> _HOW TO COMPLETE THIS TASK_:
Could you retype the entries exactly as they are?

##########

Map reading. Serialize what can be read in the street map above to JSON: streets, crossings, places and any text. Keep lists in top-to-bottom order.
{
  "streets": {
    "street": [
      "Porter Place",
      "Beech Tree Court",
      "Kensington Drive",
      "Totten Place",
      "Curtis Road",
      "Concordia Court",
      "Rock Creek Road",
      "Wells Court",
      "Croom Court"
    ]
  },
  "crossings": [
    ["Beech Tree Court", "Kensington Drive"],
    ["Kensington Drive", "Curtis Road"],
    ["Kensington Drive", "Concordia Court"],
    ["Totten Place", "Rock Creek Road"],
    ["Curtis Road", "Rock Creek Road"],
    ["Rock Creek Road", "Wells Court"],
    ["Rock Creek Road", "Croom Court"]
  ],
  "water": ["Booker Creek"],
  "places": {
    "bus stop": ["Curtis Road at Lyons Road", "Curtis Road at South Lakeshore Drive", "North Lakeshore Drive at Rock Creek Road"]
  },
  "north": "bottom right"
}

##########

> _RESPONSE_:
Map reading. Serialize what can be read in the street map above to JSON: streets, crossings, places and any text. Keep lists in top-to-bottom order.
{
  "streets": {
    "street": [
      "Porter Place",
      "Beech Tree Court",
      "Kensington Drive",
      "Totten Place",
      "Curtis Road",
      "Concordia Court",
      "Rock Creek Road",
      "Wells Court",
      "Croom Court"
    ]
  },
  "crossings": [
    ["Beech Tree Court", "Kensington Drive"],
    ["Kensington Drive", "Curtis Road"],
    ["Kensington Drive", "Concordia Court"],
    ["Totten Place", "Rock Creek Road"],
    ["Curtis Road", "Rock Creek Road"],
    ["Rock Creek Road", "Wells Court"],
    ["Rock Creek Road", "Croom Court"]
  ],
  "water": ["Booker Creek"],
  "places": {
    "bus stop": ["Curtis Road at Lyons Road", "Curtis Road at South Lakeshore Drive", "North Lakeshore Drive at Rock Creek Road"]
  },
  "north": "bottom right"
}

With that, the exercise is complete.